▸ Task directions: Hand back all records exactly, pictures omitted.

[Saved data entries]
------
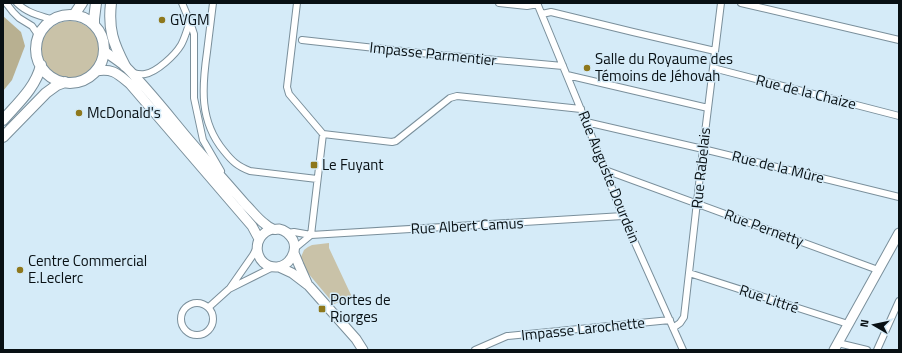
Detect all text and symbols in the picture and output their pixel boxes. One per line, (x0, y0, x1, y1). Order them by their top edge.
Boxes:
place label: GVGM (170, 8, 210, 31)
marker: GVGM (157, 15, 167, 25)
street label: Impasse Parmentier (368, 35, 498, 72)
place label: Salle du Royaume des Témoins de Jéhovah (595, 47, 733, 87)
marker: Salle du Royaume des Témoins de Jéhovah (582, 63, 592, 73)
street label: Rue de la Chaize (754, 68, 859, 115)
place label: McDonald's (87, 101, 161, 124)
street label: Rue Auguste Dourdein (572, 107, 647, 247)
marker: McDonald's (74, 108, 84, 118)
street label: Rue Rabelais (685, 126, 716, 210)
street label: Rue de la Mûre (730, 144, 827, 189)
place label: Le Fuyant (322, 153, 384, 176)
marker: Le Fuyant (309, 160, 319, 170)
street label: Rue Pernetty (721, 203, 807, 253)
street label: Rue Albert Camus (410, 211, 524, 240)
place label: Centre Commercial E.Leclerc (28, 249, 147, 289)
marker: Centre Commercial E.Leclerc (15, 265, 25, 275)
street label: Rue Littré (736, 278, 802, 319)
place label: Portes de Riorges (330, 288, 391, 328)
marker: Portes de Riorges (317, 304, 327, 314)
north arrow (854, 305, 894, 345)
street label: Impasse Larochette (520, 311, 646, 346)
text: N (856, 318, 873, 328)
------
▸ Answer section:
Detect all text and symbols in the picture and output their pixel boxes. One per line, (x0, y0, x1, y1). Order them by their top edge.
Boxes:
place label: GVGM (170, 8, 210, 31)
marker: GVGM (157, 15, 167, 25)
street label: Impasse Parmentier (368, 35, 498, 72)
place label: Salle du Royaume des Témoins de Jéhovah (595, 47, 733, 87)
marker: Salle du Royaume des Témoins de Jéhovah (582, 63, 592, 73)
street label: Rue de la Chaize (754, 68, 859, 115)
place label: McDonald's (87, 101, 161, 124)
street label: Rue Auguste Dourdein (572, 107, 647, 247)
marker: McDonald's (74, 108, 84, 118)
street label: Rue Rabelais (685, 126, 716, 210)
street label: Rue de la Mûre (730, 144, 827, 189)
place label: Le Fuyant (322, 153, 384, 176)
marker: Le Fuyant (309, 160, 319, 170)
street label: Rue Pernetty (721, 203, 807, 253)
street label: Rue Albert Camus (410, 211, 524, 240)
place label: Centre Commercial E.Leclerc (28, 249, 147, 289)
marker: Centre Commercial E.Leclerc (15, 265, 25, 275)
street label: Rue Littré (736, 278, 802, 319)
place label: Portes de Riorges (330, 288, 391, 328)
marker: Portes de Riorges (317, 304, 327, 314)
north arrow (854, 305, 894, 345)
street label: Impasse Larochette (520, 311, 646, 346)
text: N (856, 318, 873, 328)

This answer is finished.